Data to process:

┌────────

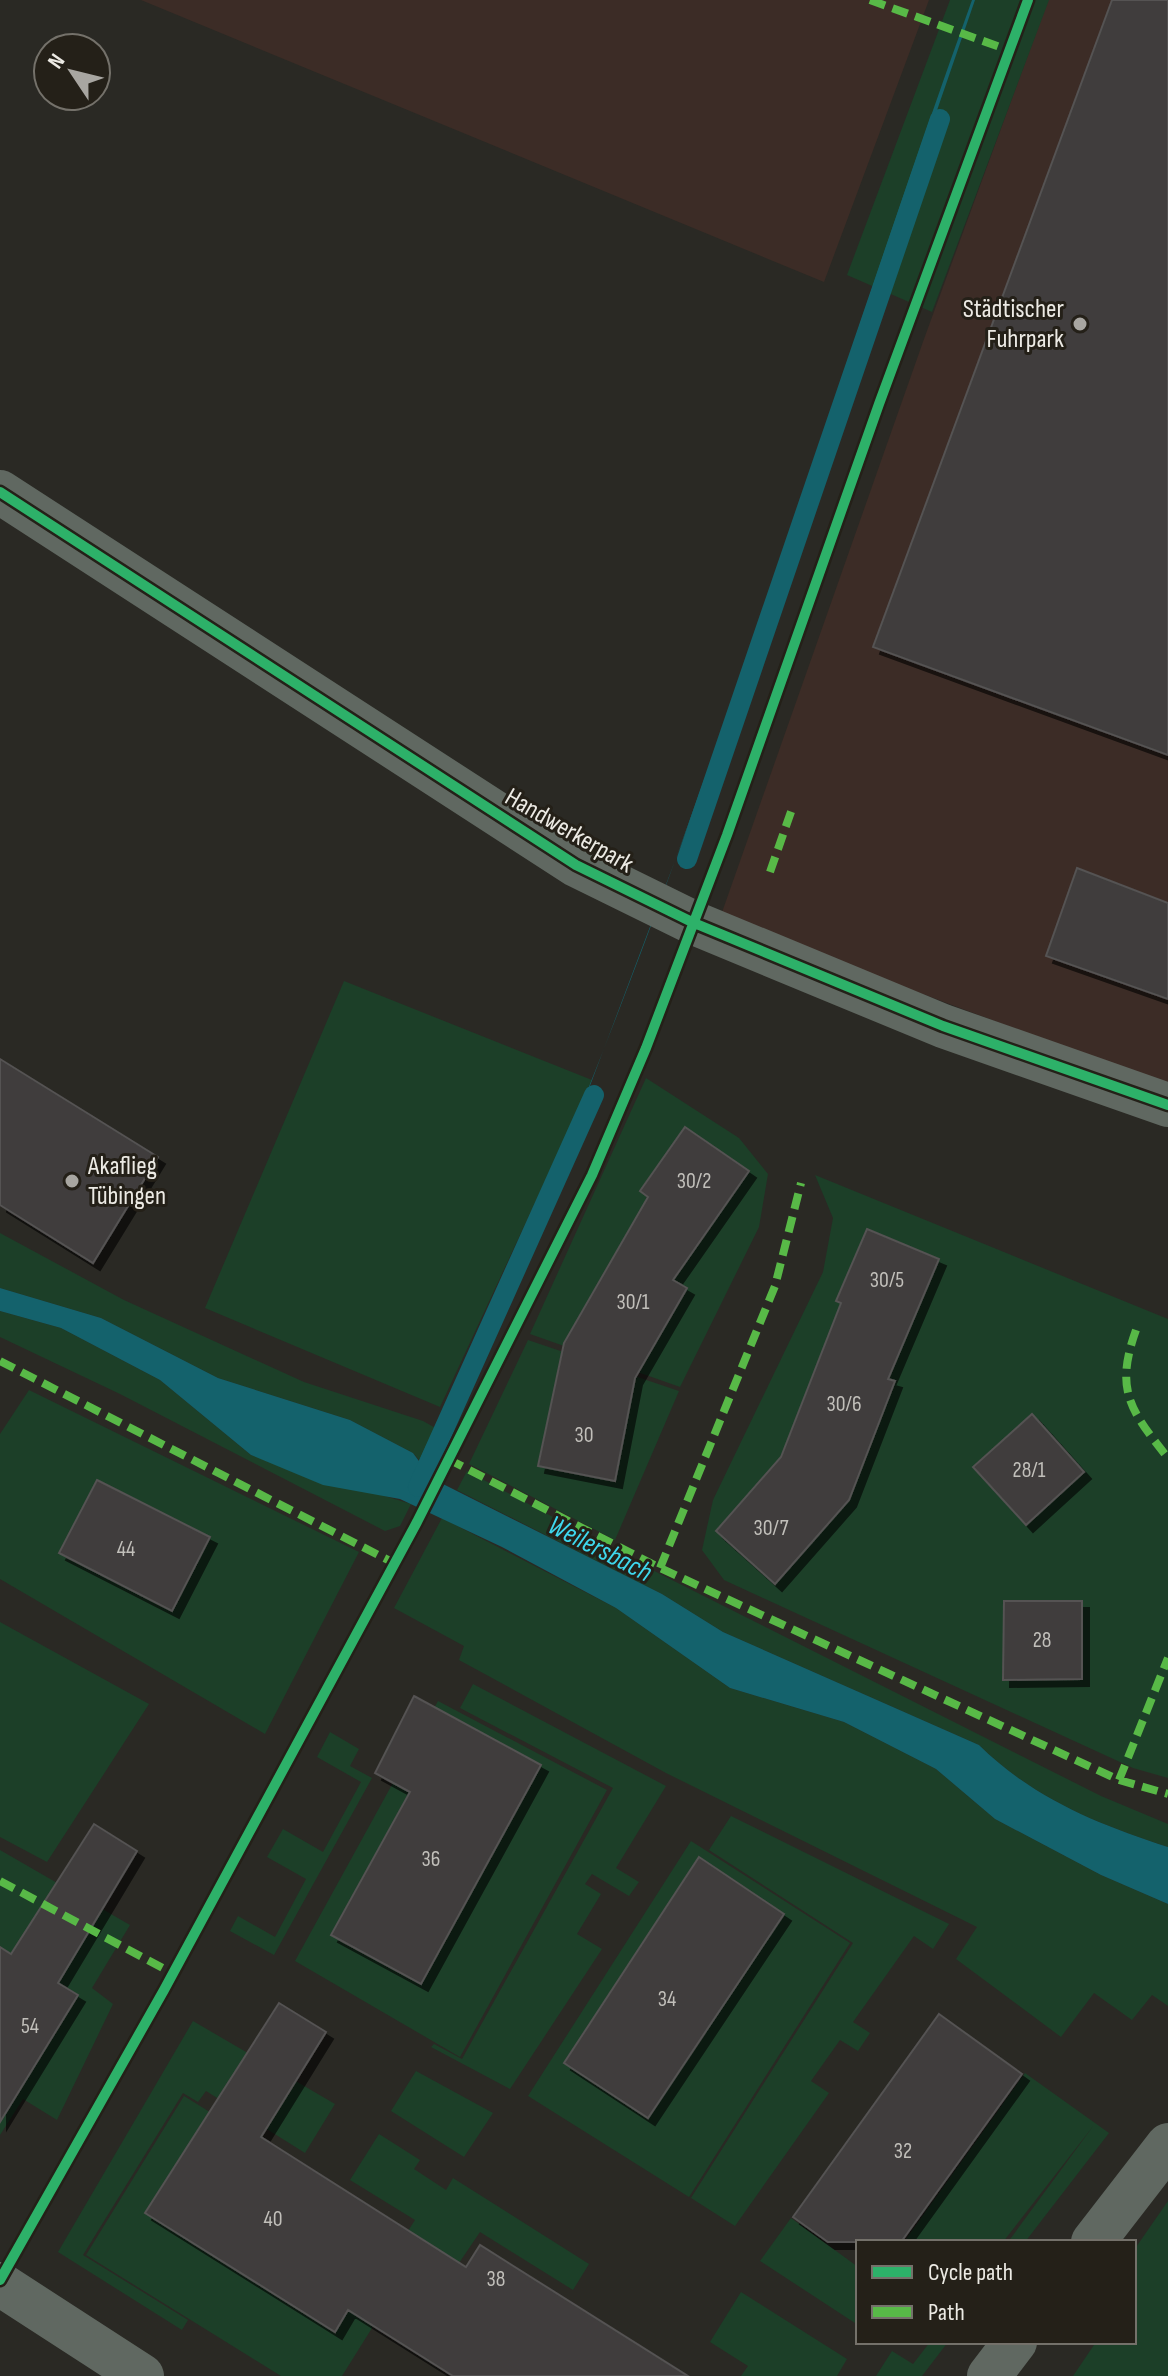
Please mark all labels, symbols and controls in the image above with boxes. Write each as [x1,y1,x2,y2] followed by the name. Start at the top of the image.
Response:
[32,32,112,112] north arrow
[42,49,71,74] text: N
[963,294,1065,355] place label: Städtischer Fuhrpark
[1071,315,1089,333] marker: Städtischer Fuhrpark
[499,782,639,880] street label: Handwerkerpark
[87,1151,166,1212] place label: Akaflieg Tübingen
[677,1168,711,1195] house number: 30/2
[63,1172,81,1190] marker: Akaflieg Tübingen
[870,1267,904,1294] house number: 30/5
[616,1289,650,1316] house number: 30/1
[826,1391,862,1418] house number: 30/6
[574,1422,594,1449] house number: 30
[1013,1457,1046,1484] house number: 28/1
[542,1509,658,1589] water label: Weilersbach
[753,1515,789,1542] house number: 30/7
[117,1536,135,1563] house number: 44
[1033,1627,1051,1654] house number: 28
[422,1846,440,1873] house number: 36
[658,1986,676,2013] house number: 34
[21,2013,39,2040] house number: 54
[894,2138,912,2165] house number: 32
[263,2206,283,2233] house number: 40
[856,2240,1136,2344] legend
[928,2258,1013,2287] text: Cycle path
[487,2266,505,2293] house number: 38
[928,2298,965,2327] text: Path

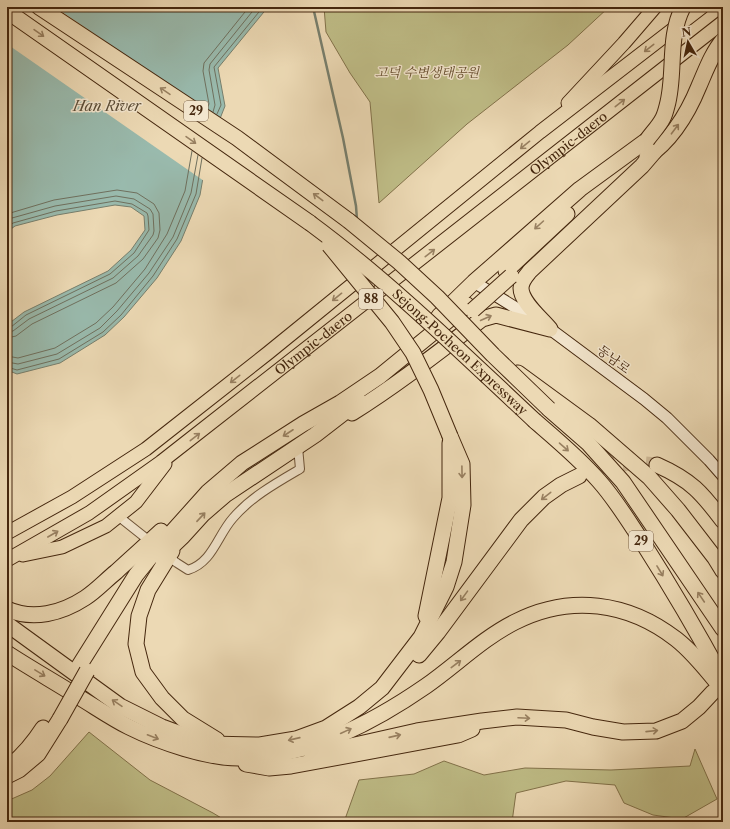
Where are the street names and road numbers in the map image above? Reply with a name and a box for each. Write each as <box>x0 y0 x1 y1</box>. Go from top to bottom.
road number: 29 <box>184 101 208 121</box>
street label: Olympic-daero <box>526 108 610 178</box>
street label: Sejong-Pocheon Expressway <box>389 285 532 419</box>
road number: 88 <box>359 289 383 309</box>
street label: Olympic-daero <box>271 308 355 378</box>
street label: 동남로 <box>594 341 634 377</box>
road number: 29 <box>629 531 653 551</box>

└────────

The problem: The copy must reproduce every entry exactly while excluding all pictures.

Result:
Please mark all labels, symbols and controls in the image above with boxes. Write each as [x1,y1,x2,y2] followed by the name. Start at the top of the image.
Response:
[32,32,112,112] north arrow
[42,49,71,74] text: N
[963,294,1065,355] place label: Städtischer Fuhrpark
[1071,315,1089,333] marker: Städtischer Fuhrpark
[499,782,639,880] street label: Handwerkerpark
[87,1151,166,1212] place label: Akaflieg Tübingen
[677,1168,711,1195] house number: 30/2
[63,1172,81,1190] marker: Akaflieg Tübingen
[870,1267,904,1294] house number: 30/5
[616,1289,650,1316] house number: 30/1
[826,1391,862,1418] house number: 30/6
[574,1422,594,1449] house number: 30
[1013,1457,1046,1484] house number: 28/1
[542,1509,658,1589] water label: Weilersbach
[753,1515,789,1542] house number: 30/7
[117,1536,135,1563] house number: 44
[1033,1627,1051,1654] house number: 28
[422,1846,440,1873] house number: 36
[658,1986,676,2013] house number: 34
[21,2013,39,2040] house number: 54
[894,2138,912,2165] house number: 32
[263,2206,283,2233] house number: 40
[856,2240,1136,2344] legend
[928,2258,1013,2287] text: Cycle path
[487,2266,505,2293] house number: 38
[928,2298,965,2327] text: Path

Where are the street names and road numbers in the map image above? Reply with a name and a box for each. Write each as <box>x0 y0 x1 y1</box>. Go from top to bottom.
road number: 29 <box>184 101 208 121</box>
street label: Olympic-daero <box>526 108 610 178</box>
street label: Sejong-Pocheon Expressway <box>389 285 532 419</box>
road number: 88 <box>359 289 383 309</box>
street label: Olympic-daero <box>271 308 355 378</box>
street label: 동남로 <box>594 341 634 377</box>
road number: 29 <box>629 531 653 551</box>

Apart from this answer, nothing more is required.